# Intuition behind Hamilton's Variational Principle

## Main Question or Discussion Point

Background: I am an upper level undergraduate physics student who just completed a course in classical mechanics, concluding with Lagrangian Mechanics and Hamilton's Variational Principle.

My professor gave a lecture on the material, and his explanation struck me as a truism.
Essentially, he argued that the difference between the Lagrangian evaluated along the parameters describing the true path and the Lagrangian evaluated along parameters corresponding to a mild perturbation of the parameters by a function αη(x), where α is a scale factor, is zero.

Where exactly is the profundity in this statement? I understood it as "If we deviate the parameters away from the parameters that minimize the integral, and then take the limit as that deviation vanishes, the difference between the path described by these two sets of parameters is zero and the path must be the true path." Well of course this is true. What am I missing?
Alternatively are there any decent texts that outline this principle at an undergraduate level?

Related Classical Physics News on Phys.org
Stephen Tashi
My professor gave a lecture on the material, and his explanation struck me as a truism.

What was he explaining?

How would you give a intuitive argument that the extrema of a function occur where its derivative is zero? You'd probably say that when x varies slightly from the place of extrema, there is very little change in f(x). Would that be a truism?

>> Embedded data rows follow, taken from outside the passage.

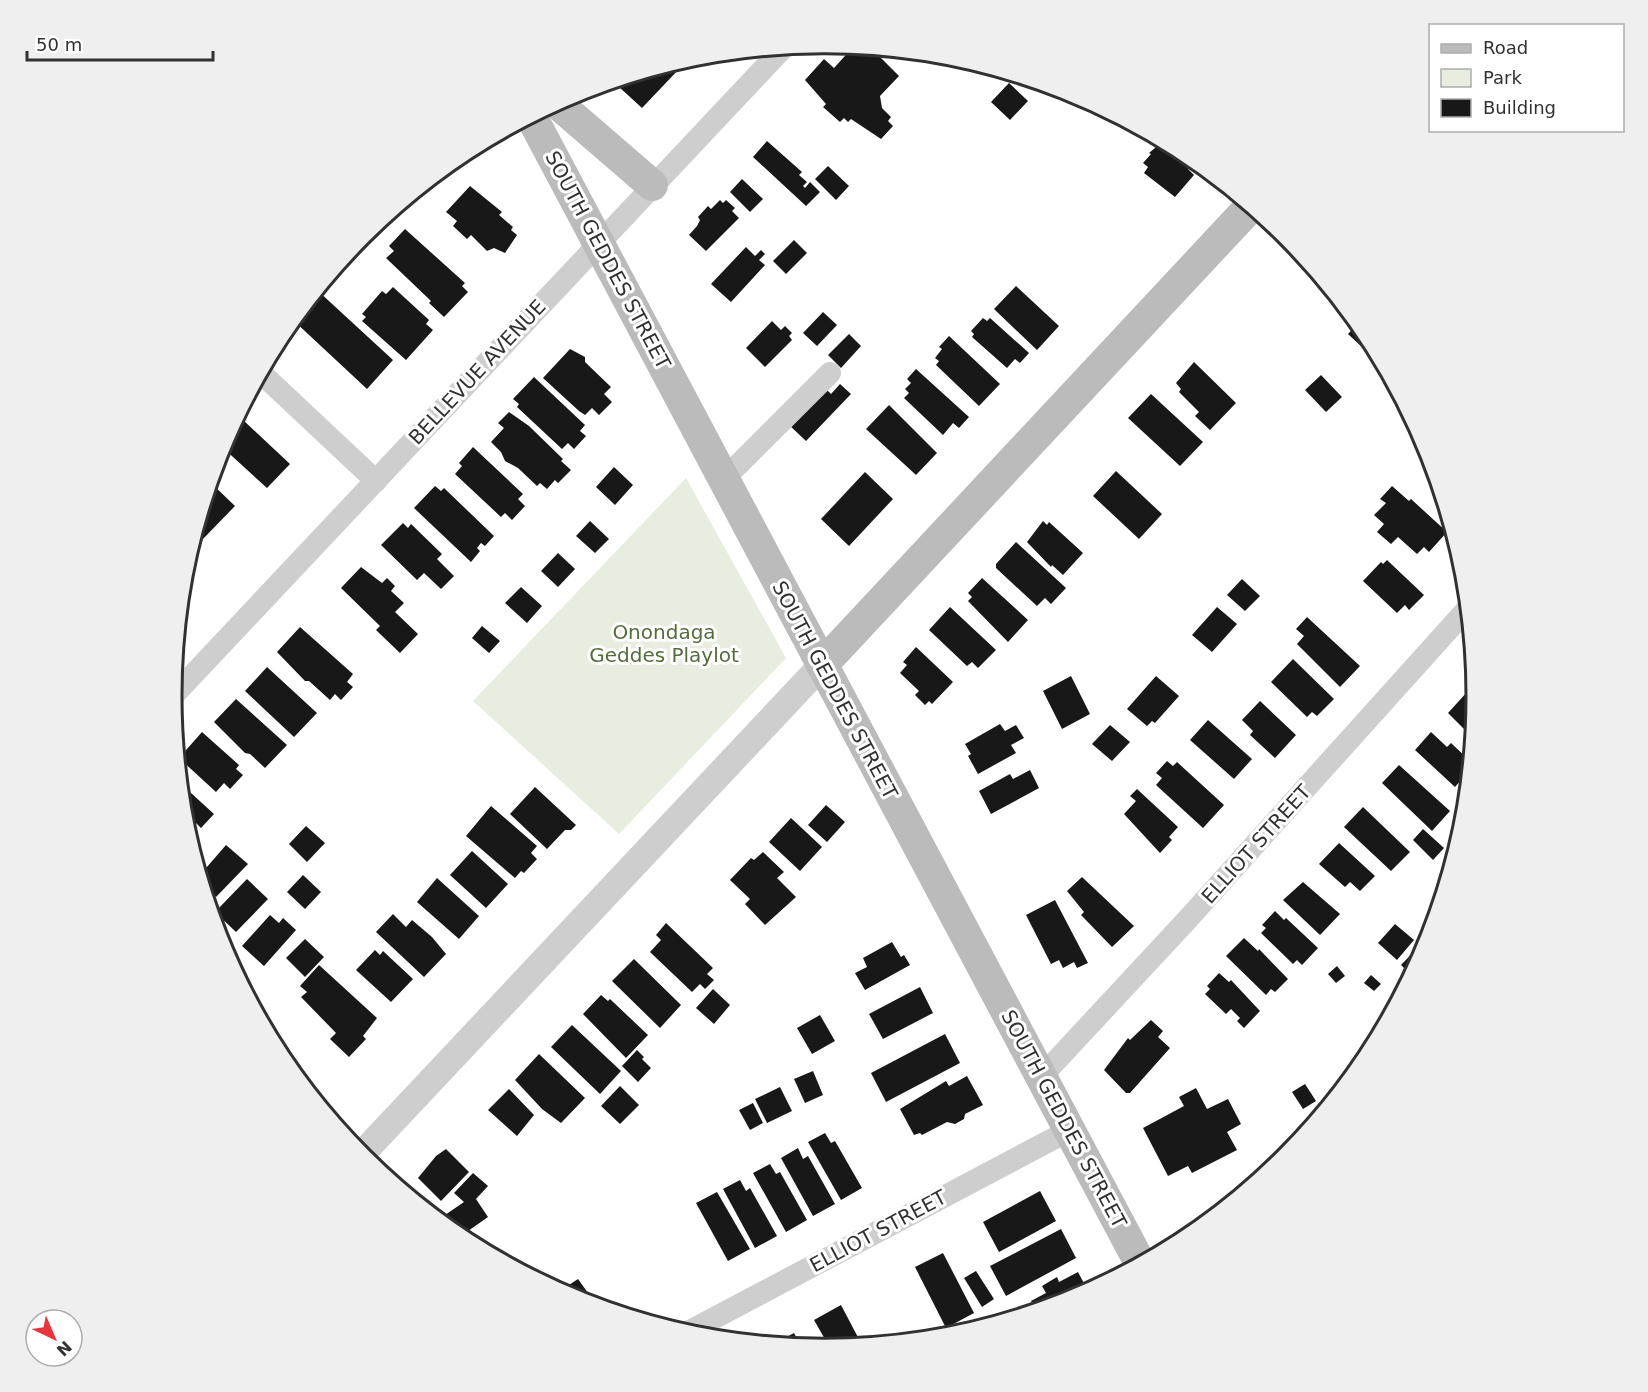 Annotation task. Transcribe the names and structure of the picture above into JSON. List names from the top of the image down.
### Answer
{
  "streets": {
    "main road": ["SOUTH GEDDES STREET"],
    "street": ["BELLEVUE AVENUE", "ELLIOT STREET"]
  },
  "crossings": [
    ["SOUTH GEDDES STREET", "BELLEVUE AVENUE"],
    ["SOUTH GEDDES STREET", "ELLIOT STREET"]
  ],
  "parks": ["Onondaga Geddes Playlot"],
  "legend": ["Road", "Park", "Building"],
  "scale_bar": "50 m",
  "north": "bottom right"
}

Perhaps you are asking why the path chosen by Nature is an extrema of some functional, rather than why we can find that extrema by setting derivatives equal to zero. I don't know how to prove that result from more fundamental laws of physics, but I think it would be easy to look up the proof. Did you want an intuitive explanation of that result?

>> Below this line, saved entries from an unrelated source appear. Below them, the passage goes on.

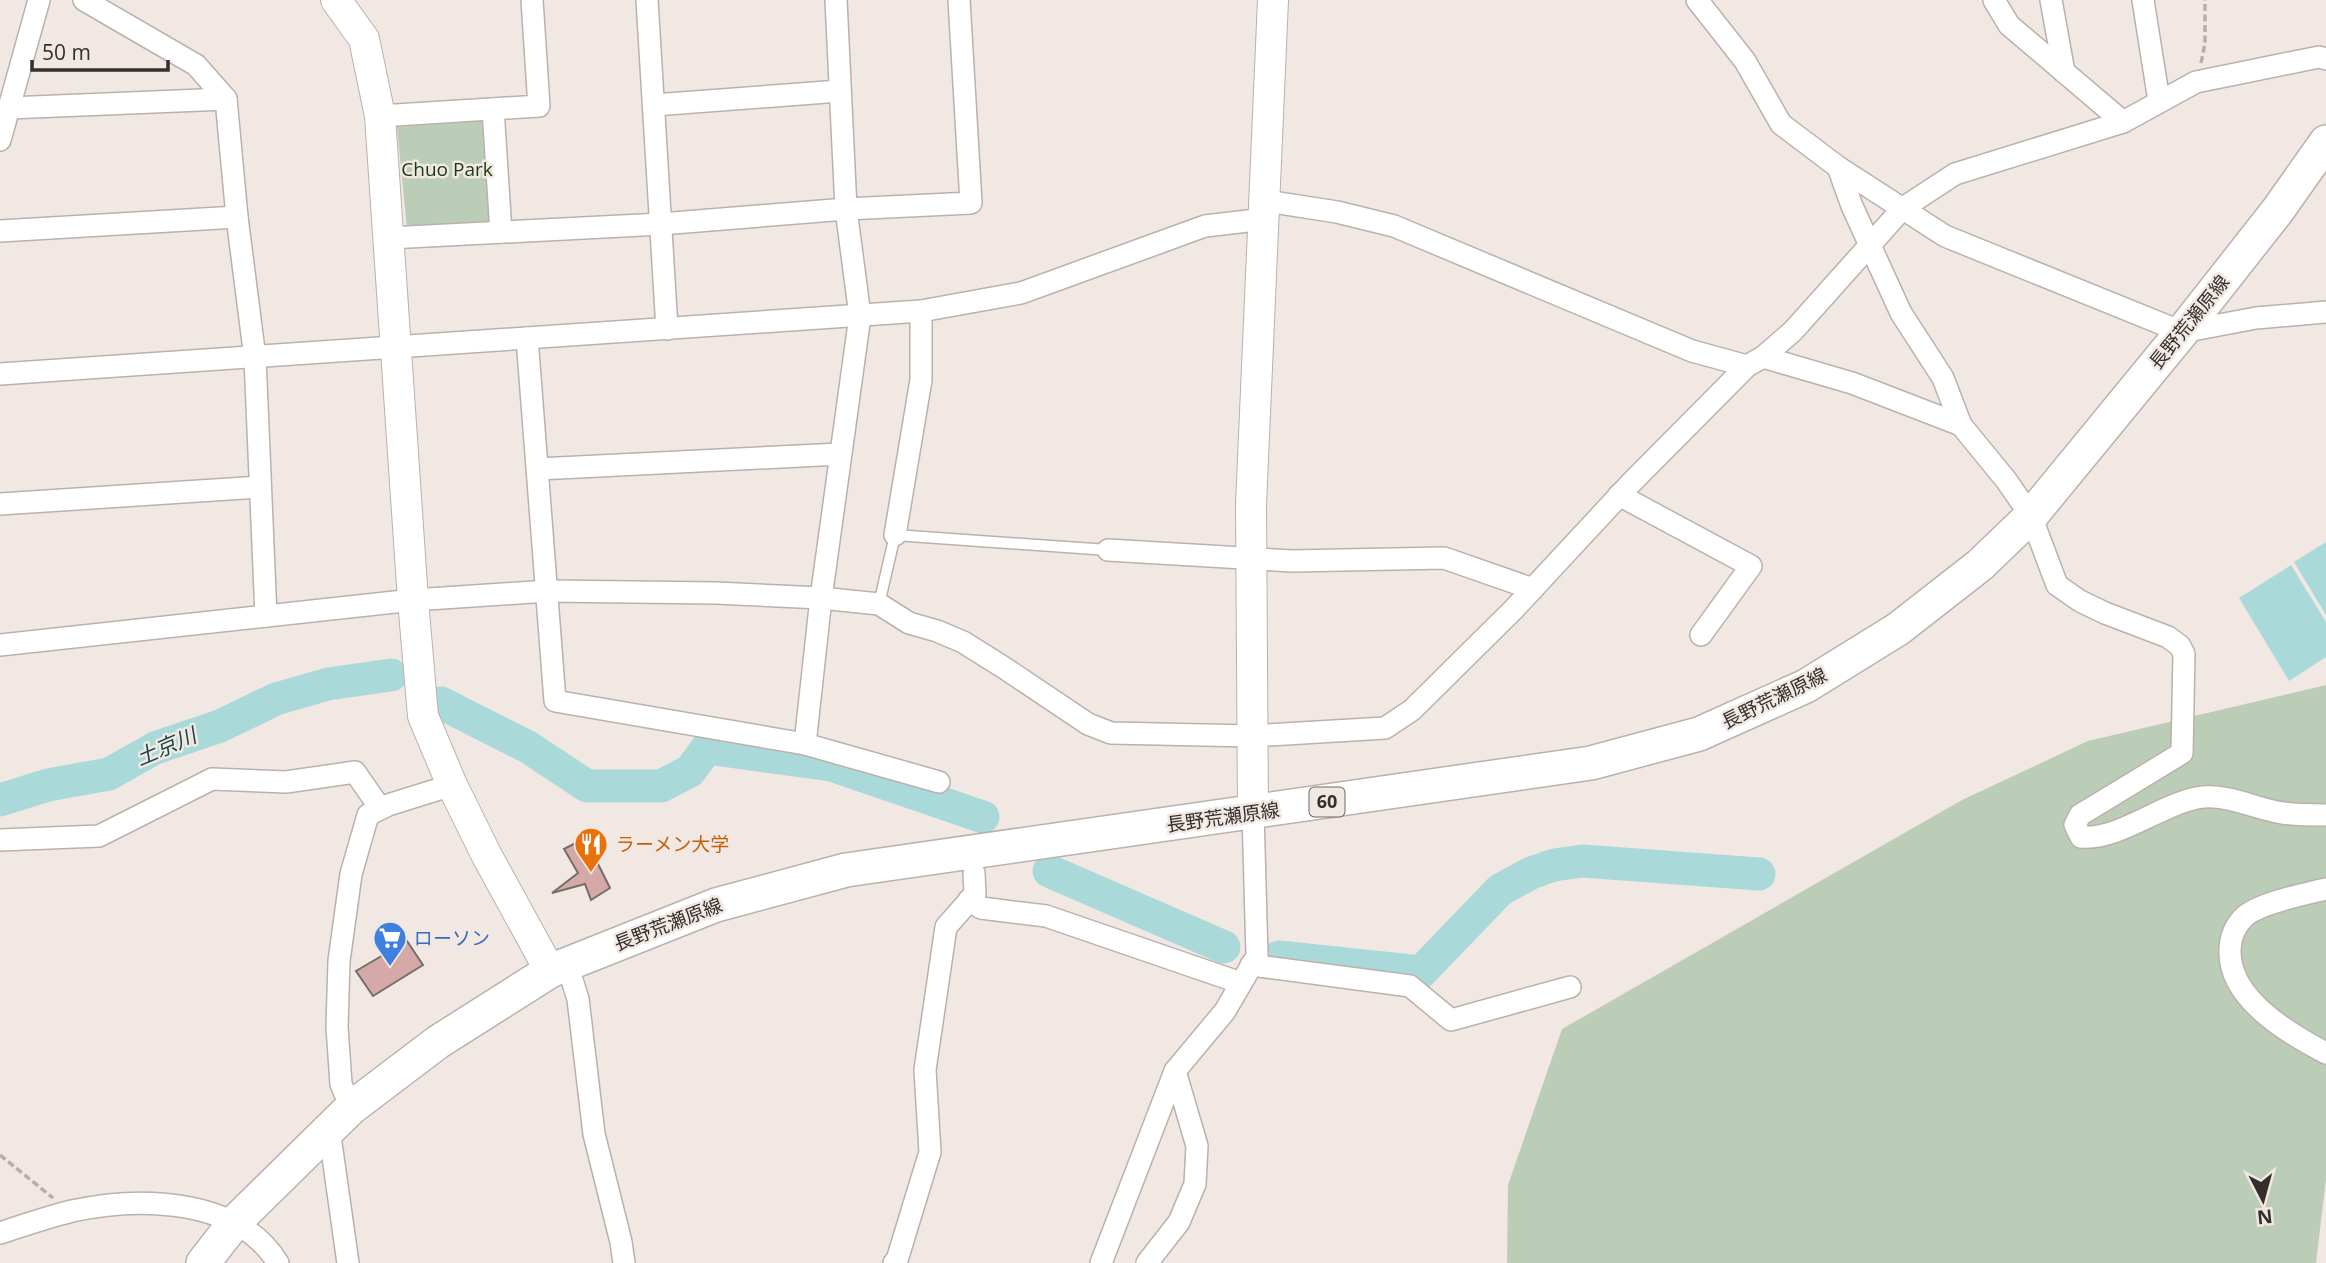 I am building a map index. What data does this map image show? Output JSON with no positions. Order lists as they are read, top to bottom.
{
  "streets": {
    "main road": ["長野荒瀬原線", "60"]
  },
  "water": ["土京川"],
  "parks": ["Chuo Park"],
  "places": {
    "restaurant": ["ラーメン大学"],
    "supermarket": ["ローソン"]
  },
  "scale_bar": "50 m",
  "north": "bottom"
}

The first derivative test is inherently intuitive. Slope is an intuitive geometrical concept. You are searching for this information contained within a function, not trying to eek out information about an unknown function L(x) using another arbitrary function of our construction, L(x + δx).

Of course L(x) = L(x + δx) when δx shrinks to zero. How does that guarantee the action is minimized and that the laws of physics are being respected? I have invoked no physical principles here. I have constructed arbitrarily everything about this operation, the function, the perturbation function, the scale factor -- everything. So how can I possibly make the claim that I am revealing anything but an equally arbitrary path?

Last edited:
Stephen Tashi

The first derivative test is inherently intuitive. Slope is an intuitive geometrical concept. You are searching for this information contained within a function, not trying to eek out information about an unknown function L(x) using another arbitrary function of our construction, L(x + δx).
Then you have a good mathematical question. You're guilty of expecting the way physicists use mathematics to make sense!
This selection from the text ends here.